0

First project using star schema, still in planning stage. We would appreciate any thoughts and advice on the following problem.

We have a dimension table for "product features used", and the set of features grows and changes over time. Because of the dynamic set of features, we think the features cannot be columns but instead must be rows.

We have a fact table for "user events", and we need to know which product features were used within each event.

So it seems we need to have a primary key on the fact table, which is used as a foreign key within the dimension table (exactly the opposite direction from a conventional star schema). We have several different dimension tables with similar dynamics and therefore a similar need for a foreign key into the fact table.

On the other hand, most of our dimension tables are more conventional and the fact table can just store a foreign key into these conventional dimension tables. We don't like that this means that some joins (many-to-one) will use the dimension table's primary key, but other joins (one-to-many) will use the fact table's primary key. We have considered using the fact table key as a foreign key in all the dimension tables, just for consistency, although the storage requirements increase.

Is there a better way to implement the keys for the "dynamic" dimension tables?

Here's an example that's not exactly what we're doing but similar:

  • Suppose our app searches for restaurants.
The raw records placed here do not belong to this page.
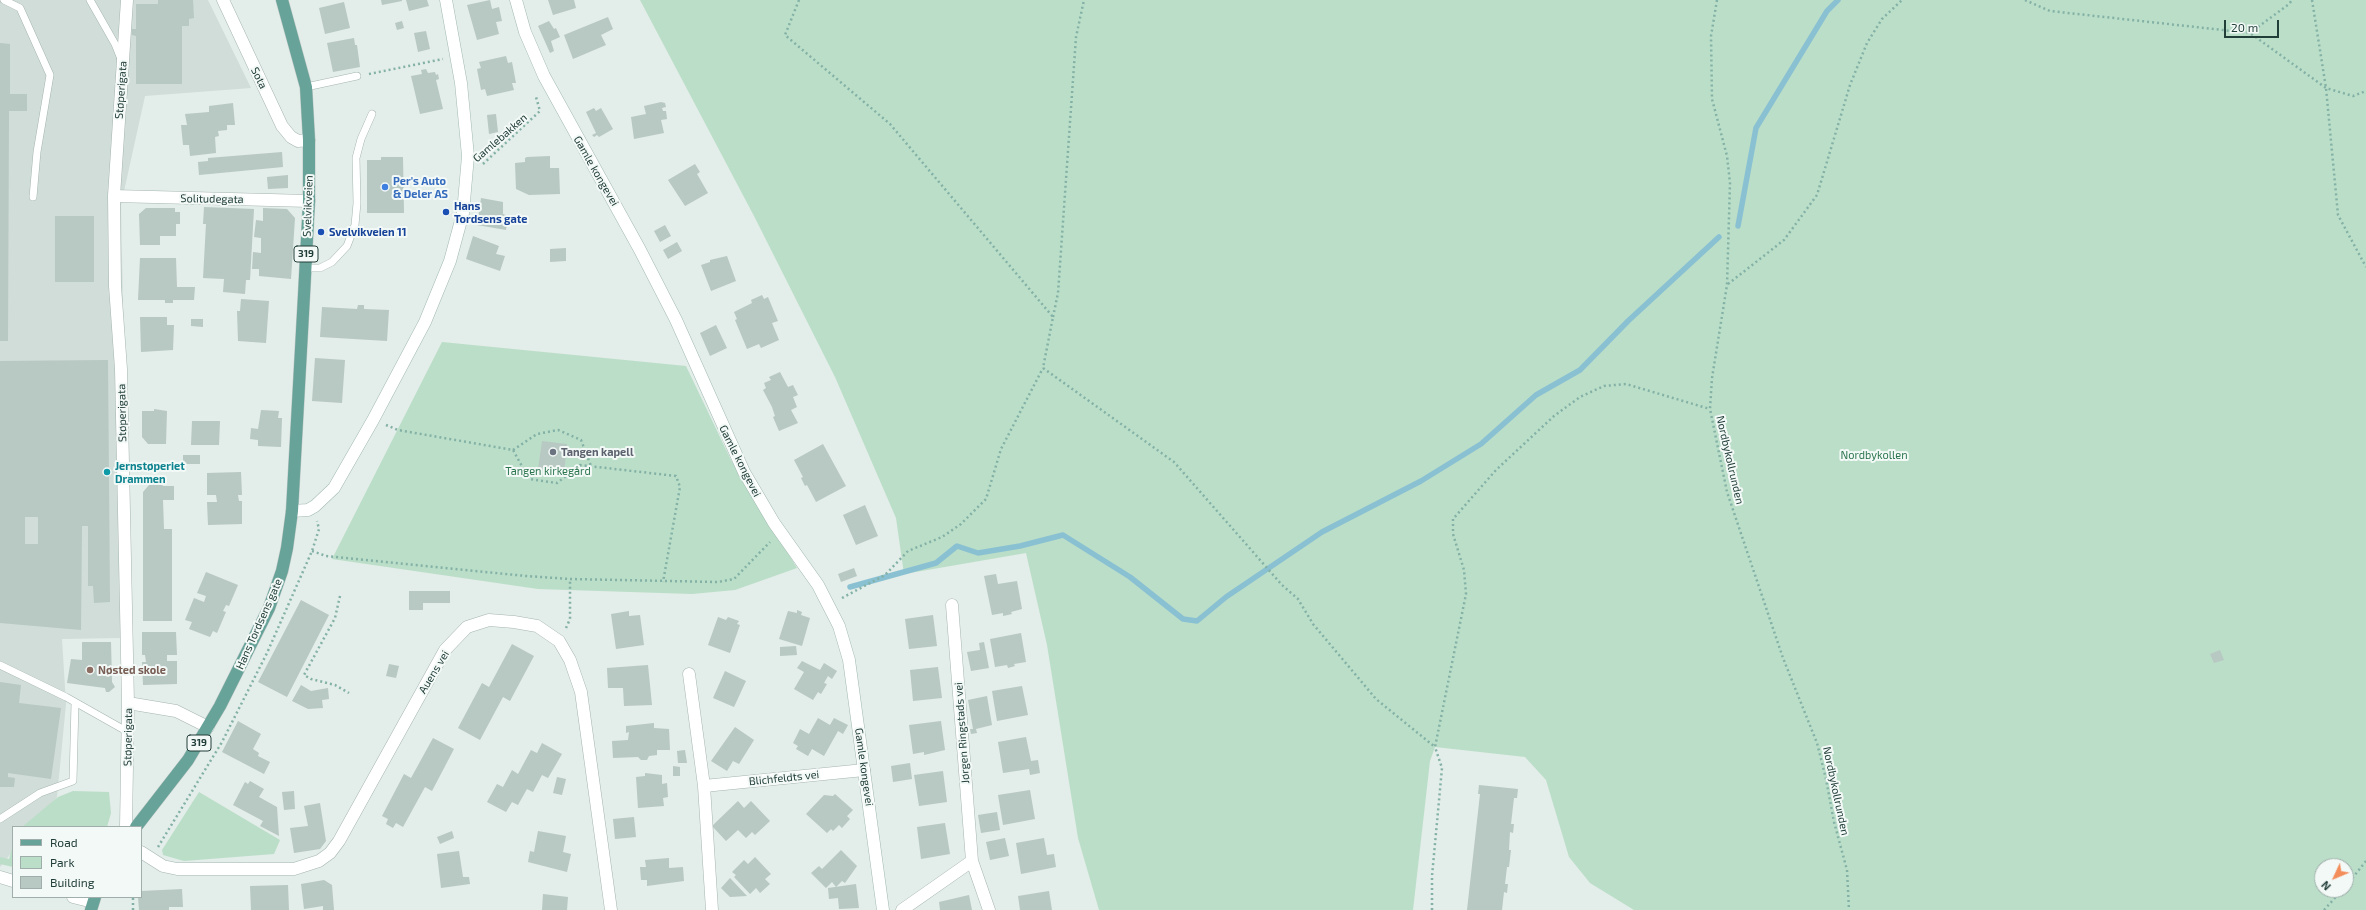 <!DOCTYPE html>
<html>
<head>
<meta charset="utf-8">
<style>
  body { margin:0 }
  #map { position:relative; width:2366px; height:910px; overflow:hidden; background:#e3ede9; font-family:"Exo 2",sans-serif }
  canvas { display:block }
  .legend { position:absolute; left:12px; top:826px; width:130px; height:72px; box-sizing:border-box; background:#f3f9f7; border:1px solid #9faeab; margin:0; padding:5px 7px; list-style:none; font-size:12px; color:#223e39 }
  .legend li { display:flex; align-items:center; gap:8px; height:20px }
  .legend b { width:20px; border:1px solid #9faeab }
  .north { position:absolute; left:2314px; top:858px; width:40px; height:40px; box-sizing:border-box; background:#f3f9f7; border:1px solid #9faeab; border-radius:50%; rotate:226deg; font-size:11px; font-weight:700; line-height:16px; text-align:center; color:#223e39 }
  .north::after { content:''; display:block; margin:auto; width:14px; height:18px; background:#f38d5a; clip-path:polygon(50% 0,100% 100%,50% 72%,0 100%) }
  .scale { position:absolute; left:2224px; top:20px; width:55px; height:18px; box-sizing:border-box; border:2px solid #223e39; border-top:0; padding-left:5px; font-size:12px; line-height:14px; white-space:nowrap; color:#223e39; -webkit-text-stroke:3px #f3f9f7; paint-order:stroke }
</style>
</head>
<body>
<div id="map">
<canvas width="2366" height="910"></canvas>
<ul class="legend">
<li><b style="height:5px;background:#67a398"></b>Road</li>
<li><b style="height:11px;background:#bbdec8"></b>Park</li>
<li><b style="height:11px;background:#b8c8c2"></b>Building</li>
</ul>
<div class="north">N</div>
<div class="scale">20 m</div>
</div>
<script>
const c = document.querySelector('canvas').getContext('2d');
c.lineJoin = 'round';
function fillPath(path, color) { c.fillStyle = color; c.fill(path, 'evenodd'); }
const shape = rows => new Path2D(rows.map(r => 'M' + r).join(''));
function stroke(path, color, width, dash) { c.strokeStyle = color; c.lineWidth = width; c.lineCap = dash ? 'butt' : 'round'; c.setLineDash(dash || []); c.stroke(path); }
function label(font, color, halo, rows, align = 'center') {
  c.font = font + ' "Exo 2",sans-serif'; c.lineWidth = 4; c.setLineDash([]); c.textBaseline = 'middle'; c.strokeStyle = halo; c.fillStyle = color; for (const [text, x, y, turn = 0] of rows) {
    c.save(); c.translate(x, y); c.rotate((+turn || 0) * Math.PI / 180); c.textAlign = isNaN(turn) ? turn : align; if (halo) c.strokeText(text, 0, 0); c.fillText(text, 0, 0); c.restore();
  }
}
fillPath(shape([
  [0,0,208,0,251,88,145,96,121,205,124,357,121,638,62,639,66,704,57,797,33,827,13,827,13,851,0,867]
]), '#d1ddd8');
fillPath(shape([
  [640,0,2366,0,2366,910,1634,910,1590,883,1569,857,1546,780,1525,757,1435,747,1430,761,1413,910,1099,910,1078,838,1047,645,1026,553,904,574,896,518,835,377,754,216],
  [2322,866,2346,866,2346,890,2322,890],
  [442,342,686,366,731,460,797,568,735,590,692,594,538,589,332,559],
  [73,791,109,792,111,813,107,827,22,827,58,797],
  [199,792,280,840,274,854,184,861,163,855,162,850],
  [13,846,13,867,0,864,0,857,9,859]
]), '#bbdec8');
stroke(shape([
  [1738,226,1756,128,1827,11,1838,0],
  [850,587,936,563,957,546,978,553,1020,546,1063,535,1130,577,1183,619,1197,621,1226,597,1322,532,1421,481,1481,444,1536,395,1580,370,1628,321,1719,237]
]), '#8ac1d2', 5.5);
fillPath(shape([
  [158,0,193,0,194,18,189,19,189,26,182,26,182,84,136,84,136,36,132,35,132,29,136,29,136,4,158,4],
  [381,0,402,0,402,1,382,5],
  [406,0,427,0,429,6,409,11],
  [490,0,492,9,499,7,502,21,496,22,499,34,477,40,467,5],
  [548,0,574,0,576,8,553,15],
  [344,2,350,28,325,34,319,8],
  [608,17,613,29,601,35,606,45,573,59,564,35],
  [402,21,404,28,397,30,395,23],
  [549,21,554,29,556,28,560,37,551,41,554,51,550,53,538,26],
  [426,31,430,49,418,52,414,33],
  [354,38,355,45,357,45,360,67,333,72,327,43],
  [0,43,10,44,10,94,27,94,27,111,9,111,8,341,0,341],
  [506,56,508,63,512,62,516,83,512,83,514,90,487,96,485,89,481,90,477,69,481,68,479,62],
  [426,69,428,73,435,72,436,75,438,74,439,79,436,80,443,109,420,114,411,76,422,74,421,70],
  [661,102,665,103,666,107,662,108,663,111,666,111,667,119,661,120,664,133,634,139,631,117,646,114,644,106],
  [233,103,235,125,227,125,227,130,218,131,219,136,215,137,216,153,190,156,189,145,183,145,181,125,187,125,185,114,209,112,209,106],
  [594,108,596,111,601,108,613,129,599,137,597,135,594,137,592,135,596,133,586,112],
  [496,114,498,132,489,134,487,115],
  [282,152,283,167,199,175,198,162,208,161,208,158],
  [550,156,550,168,559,168,560,194,529,195,516,189,515,163,525,162,525,158,527,157],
  [381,157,403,157,404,213,367,213,367,160,381,160],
  [695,164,700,172,697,174,708,193,685,206,668,180],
  [288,175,288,188,268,189,267,177],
  [481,198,503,202,503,214,508,216,506,230,477,225],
  [204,207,254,209,250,280,246,280,245,294,223,292,224,279,203,278,206,224,203,224],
  [146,208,175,208,175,212,180,212,180,224,176,224,176,236,160,236,160,245,140,245,139,214],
  [263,208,287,209,295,218,291,279,259,276,259,269,252,269,253,252,261,253,261,238,254,237,256,220,263,221],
  [55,216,94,216,94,282,55,282],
  [665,225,671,236,660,242,654,231],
  [473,236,499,246,496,254,505,256,500,271,466,259],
  [677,242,682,251,668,259,663,250],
  [566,248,566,261,550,262,550,249],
  [727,256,736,281,711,291,701,265,710,262,710,260],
  [140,258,176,258,177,287,195,287,194,300,173,300,173,303,165,303,165,300,138,300],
  [762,295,764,299,768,297,778,321,772,323,779,340,761,348,759,344,747,349,735,320,737,319,734,312,752,303,751,300],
  [241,299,269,301,266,343,238,341,237,311,240,311],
  [358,305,364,305,364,309,389,310,387,341,320,337,322,307,357,309],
  [140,317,167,317,167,325,174,325,173,350,141,352],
  [191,319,203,319,203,327,191,326],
  [716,325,727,348,710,356,700,333],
  [315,358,345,360,342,403,312,401],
  [108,360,110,602,94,603,93,586,88,586,88,526,82,526,81,630,0,623,0,361],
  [25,517,38,517,38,544,25,544],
  [780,372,788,387,793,385,798,395,793,397,797,407,791,410,798,423,779,431,773,417,775,416,772,407,763,390,766,388,764,383,771,380,769,377],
  [154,409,167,411,166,444,148,444,142,437,142,411,154,411],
  [261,410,279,411,278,418,282,418,281,447,258,446,258,440,250,439,251,428,258,429],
  [192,421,220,421,219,445,191,445],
  [542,441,567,444,564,473,538,469],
  [823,444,846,486,816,502,807,485,805,486,801,478,803,477,794,460],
  [183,455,200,455,200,464,183,464],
  [241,472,242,495,238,495,239,501,242,501,242,524,208,525,207,502,217,502,216,495,207,495,207,473],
  [159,481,163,486,174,486,174,500,163,500,164,529,172,529,172,621,143,621,143,492,149,485,152,485,152,482],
  [865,505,878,536,856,545,843,515],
  [854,568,857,576,841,582,838,574],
  [206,572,238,585,229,606,226,605,223,611,226,612,217,633,213,631,210,637,189,629,192,622,185,620,194,598,204,602,206,596,197,593],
  [996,574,998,584,1017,581,1022,609,1011,612,1012,614,1003,616,1003,613,992,615,984,576],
  [409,591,450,591,450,603,423,603,423,610,409,610],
  [301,600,329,615,287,697,258,682],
  [797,610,802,612,801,615,810,618,802,646,779,639,788,611,797,613],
  [629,611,629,616,640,615,644,645,616,649,611,614],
  [933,615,937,646,909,649,905,619],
  [718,617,726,620,728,617,739,621,737,624,740,625,730,653,708,645],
  [142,632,176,632,177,655,167,655,167,661,177,661,177,684,143,685,142,662,146,662,145,655,142,655],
  [1021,633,1026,662,1014,664,1015,666,1008,668,1007,665,995,667,990,639],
  [82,642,111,642,112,682,115,687,109,692,106,692,105,688,67,683,71,659,82,660],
  [984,642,989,668,971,671,967,652,980,650,979,643],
  [512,644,534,656,510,701,503,697,480,740,458,728,482,683,489,687],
  [796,646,797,655,780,656,780,647],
  [2220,650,2224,660,2214,663,2210,654],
  [802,661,820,670,824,663,837,671,832,679,828,676,824,683,827,684,821,694,818,692,813,700,794,689,804,672,797,668],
  [389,664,399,666,396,678,386,676],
  [648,665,652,705,624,706,623,688,608,688,607,668],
  [938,667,942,698,913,701,910,670],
  [725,671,746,681,734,707,713,698],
  [0,682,21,685,19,703,61,708,51,779,8,773,8,777,15,778,14,787,0,787],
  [301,685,311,691,328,688,329,699,322,700,323,708,308,709,292,701],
  [1022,686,1028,715,997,721,992,691],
  [987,696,992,725,976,729,977,733,971,734,970,729,973,729,968,700],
  [818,718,830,725,834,718,848,725,843,734,838,731,824,756,812,749,808,756,796,749,798,746,793,743,800,729,809,734],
  [238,721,261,734,253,749,259,753,258,756,270,762,264,774,222,752],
  [941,721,945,750,924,755,924,752,913,754,909,725],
  [654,723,654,728,669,729,670,750,657,750,657,755,649,756,647,760,641,760,638,757,613,758,612,741,628,740,629,732,626,733,626,726],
  [735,727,754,740,739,764,733,761,727,771,711,761],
  [1026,737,1031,761,1038,760,1040,773,1030,775,1029,769,1003,773,998,742],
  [433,738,454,749,432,791,425,787,403,827,396,823,393,828,386,824,388,819,382,816,404,774,411,778],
  [542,743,562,754,548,778,542,775,533,792,527,789,518,805,512,802,506,812,487,802,497,784,503,787,512,770,518,774,531,750,537,753],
  [685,750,687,763,678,763,677,751],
  [910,763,912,779,893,782,891,766],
  [673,766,680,767,680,776,673,776],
  [943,771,947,802,919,806,914,775],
  [645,773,662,775,662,784,667,783,668,797,663,798,664,806,638,808,636,777,645,776],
  [557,777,566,779,562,795,553,793],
  [250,781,264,789,259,797,277,807,279,836,260,826,263,821,233,805,245,782,248,784],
  [1479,785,1518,789,1517,798,1514,798,1511,824,1514,824,1513,833,1510,832,1509,850,1511,850,1509,867,1507,867,1505,884,1508,884,1507,893,1504,892,1502,910,1467,910,1480,794,1478,794],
  [1030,790,1035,819,1003,825,998,795],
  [294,791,295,809,284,810,282,792],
  [835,794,853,810,847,816,850,819,842,828,839,825,833,831,831,829,827,833,806,814,824,795,833,796],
  [738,801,744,808,751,801,770,821,755,835,752,832,746,838,738,830,726,841,712,826],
  [320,803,326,841,320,849,294,853,290,828,308,826,304,806],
  [997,812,1000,830,981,833,978,815],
  [634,817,636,837,615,839,613,819],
  [945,823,950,854,921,859,917,827],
  [452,831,454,838,440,844,437,837],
  [538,831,566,836,563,852,571,854,567,872,528,862,530,851,534,852],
  [1005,838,1009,856,990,860,986,842],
  [1044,838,1047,855,1054,854,1056,867,1021,874,1016,843],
  [841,850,857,866,845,883,842,881,836,887,832,882,826,888,811,873,819,866,822,869],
  [459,851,463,877,469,877,470,884,441,888,437,854],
  [755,857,771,874,765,879,770,884,760,893,756,888,750,894,734,877,736,875,732,872,744,860,748,864],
  [669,858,669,868,683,867,684,881,647,886,647,880,641,880,640,867,646,867,645,860],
  [730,878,747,896,730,897,721,888],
  [324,880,332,885,334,910,323,910,323,906,304,909,301,884],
  [856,884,859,908,839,909,838,898,829,899,828,888],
  [288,885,289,910,251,910,250,886],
  [182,889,183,907,169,907,169,910,139,910,138,897,141,897,141,891],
  [1049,891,1052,910,1020,910,1018,896],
  [543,894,568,897,567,910,542,910],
  [969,895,972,910,940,910,939,902]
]), '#b8c8c2');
const lane = shape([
  [4,0,20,8,50,75,37,152,33,197],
  [90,0,115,44,121,59],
  [306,87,357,76],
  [305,268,320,268,332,262,347,246,355,225,357,203,356,158,361,139,372,114],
  [0,665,66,697,128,732],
  [0,819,40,793,73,781,75,703]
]);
const street = shape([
  [223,0,282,126,291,137,298,141,309,140],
  [114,196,309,201],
  [689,674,704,786,712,910],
  [128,703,176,711,208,727],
  [704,786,864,770],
  [126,827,128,703,121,369,115,286,114,196,127,0],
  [141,852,163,866,177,869,294,869,319,861,330,853,339,841,445,650,467,627,489,620,514,622,537,626,559,641,570,660,581,692,611,910],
  [972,861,989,910],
  [0,877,13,881],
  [73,897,93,902],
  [902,910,972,861,952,605]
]);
const secondary = shape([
  [516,0,525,32,544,76,640,250,676,320,744,472,774,523,818,585,839,626,849,660,883,910],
  [292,511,308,510,315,506,334,488,373,420,425,322,450,261,463,213,468,156,461,83,446,0]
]);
const primary = shape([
  [136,827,188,760,220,706,269,608,282,571,287,548,292,511,304,295,309,201,309,140,306,87,282,0],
  [91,910,95,897]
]);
stroke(lane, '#a5b5b1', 8);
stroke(street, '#a5b5b1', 13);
stroke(secondary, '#a1b9b2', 13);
stroke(primary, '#c1c9c8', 13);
stroke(shape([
  [799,0,785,35,890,124,1053,317,1043,368,1174,462,1282,585,1298,599,1313,624,1376,699,1435,747,1466,594,1464,570,1453,534,1453,519,1496,470,1554,416,1580,397,1604,386,1626,384,1710,409],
  [1717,0,1711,36,1712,99,1727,156,1730,183,1727,285,1712,378,1710,409,1727,492,1783,658,1817,743,1826,779,1834,822,1847,870,1849,910],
  [2025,0,2050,11,2250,33,2326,88,2353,96,2366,91],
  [2312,0,2326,88,2338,215,2366,267],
  [2250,33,2289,4,2292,0],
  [369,74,443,59],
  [483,164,540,111,536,97],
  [1728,284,1784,240,1817,195,1850,85,1867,43,1882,19,1902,0],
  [1053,317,1058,293,1076,37,1084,0],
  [386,425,398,430,513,450,529,479,557,483,580,465,676,476,680,487,663,582],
  [513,450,537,434,558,430,581,440,591,466],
  [312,551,326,556,526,576,570,579,718,582,734,579,770,542],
  [340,596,335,618,304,675,311,679,335,685,349,693],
  [842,598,885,575,908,551,942,537,961,524,986,499,1001,449,1043,368],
  [566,628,570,619,570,579],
  [158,847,222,742,267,653,312,551,319,529,317,521],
  [2346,886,2366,861],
  [133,910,133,897],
  [1432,910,1432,876,1442,768,1435,747],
  [2324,910,2342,890]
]), '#83b1a6', 2.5, [2, 3]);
stroke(lane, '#fff', 7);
stroke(street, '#fff', 12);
stroke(secondary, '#fff', 12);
stroke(primary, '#67a398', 12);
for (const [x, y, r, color] of [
  [385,187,4,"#3f7fe0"],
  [446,212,4,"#1a4fb4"],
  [321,232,4,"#1a4fb4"],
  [553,452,4,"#6b7280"],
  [107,472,4,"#0f9aa8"],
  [90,670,4,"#8d6e63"]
]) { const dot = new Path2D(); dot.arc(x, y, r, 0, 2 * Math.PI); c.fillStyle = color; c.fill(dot); stroke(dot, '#f3f9f7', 1.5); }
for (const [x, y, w] of [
  [306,254,24],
  [199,743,24]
]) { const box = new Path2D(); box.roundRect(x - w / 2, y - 8, w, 16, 3); c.fillStyle = '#f3f9f7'; c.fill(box); stroke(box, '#223e39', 1); }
label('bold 10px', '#223e39', null, [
  ["319",306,254],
  ["319",199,743]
]);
label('11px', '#223e39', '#f3f9f7', [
  ["Sota",259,78,64],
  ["Støperigata",121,90,-86],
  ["Gamlebakken",500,138,-41],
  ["Gamle kongevei",596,171,60],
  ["Solitudegata",212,199,1],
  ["Svelvikveien",308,206,-88],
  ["Støperigata",122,413,-91],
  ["Nordbykollrunden",1730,460,77],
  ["Gamle kongevei",740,461,63],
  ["Hans Tordsens gate",259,624,-66],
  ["Auens vei",434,672,-59],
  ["Jørgen Ringstads vei",962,733,-94],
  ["Støperigata",128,737,-89],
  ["Gamle kongevei",864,767,82],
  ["Blichfeldts vei",784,778,-6],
  ["Nordbykollrunden",1836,791,78]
]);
label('bold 11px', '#366cbe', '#f3f9f7', [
  ["Per's Auto",393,181],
  ["& Deler AS",393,194]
], 'left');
label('bold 11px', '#164399', '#f3f9f7', [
  ["Hans",454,206],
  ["Tordsens gate",454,219],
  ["Svelvikveien 11",329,232]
], 'left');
label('bold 11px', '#5b616d', '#f3f9f7', [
  ["Tangen kapell",561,452]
], 'left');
label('11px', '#2c764f', '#f3f9f7', [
  ["Nordbykollen",1874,455],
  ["Tangen kirkegård",548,471]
]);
label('bold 11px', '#0d838f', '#f3f9f7', [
  ["Jernstøperiet",115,466],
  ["Drammen",115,479]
], 'left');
label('bold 11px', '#785e54', '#f3f9f7', [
  ["Nøsted skole",98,670]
], 'left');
</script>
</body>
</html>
  • Optional features that a user may specify include price range, minimum star rating, or cuisine. The set of optional features changes over time (for example we may get rid of the option to specify cuisine, and add an option for most popular). For each search that is recorded in the database, the set of features used is fixed.

  • Each search will be a row in the fact table.
  • We are currently thinking that we should have a primary key in the fact table, and it should be used as a foreign key in the "features" dimension table. So we'd have:

    fact_table(search_id, user_id, metric1, metric2)
    feature_dimension_table(feature_id, search_id, feature_attribute1, feature_attribute2)
    user_dimension_table(user_id, user_attribute1, user_attribute2)

  • Alternatively, for consistent joins and ignoring storage requirements for the sake of argument, we could use the fact table's primary key as a foreign key in all the dimension tables:

    fact_table(search_id, metric1, metric2) /* no more user_id */
    feature_dimension_table(feature_id, search_id, feature_attribute1, feature_attribute2)
    user_dimension_table(user_id, search_id, user_attribute1, user_attribute2)

  • What are the pitfalls with these key schemas? What would be better ways to do it?

user1020872
  • 111
  • 1
  • 9
  • If people can address either of the two sub-questions (1. what's wrong with our idea, 2. what's a better way), that would still be very helpful. – user1020872 Feb 12 '16 at 16:44

1 Answers1

2

You need a Bridge table, it is the recommended solution for many-to-many relationships between fact and dimension.

http://www.kimballgroup.com/data-warehouse-business-intelligence-resources/kimball-techniques/dimensional-modeling-techniques/multivalued-dimension-bridge-table/

Edit after example added to question:

OK, maybe it is not a bridge, the example changes my view.

A fundamental requirement of dimensional modelling is to correctly identify the grain of your fact table. A common example is invoice and line-item, where the grain is usually line-item.

Hypothetical examples are often difficult because you can never be sure that the example mirrors the real use case, but I think that your scenario might be search-and-criteria, and that your grain should be at the criteria level.

For example, your fact table might look like this:

fact_search (date_id,time_id,search_id,criteria_id,criteria_value)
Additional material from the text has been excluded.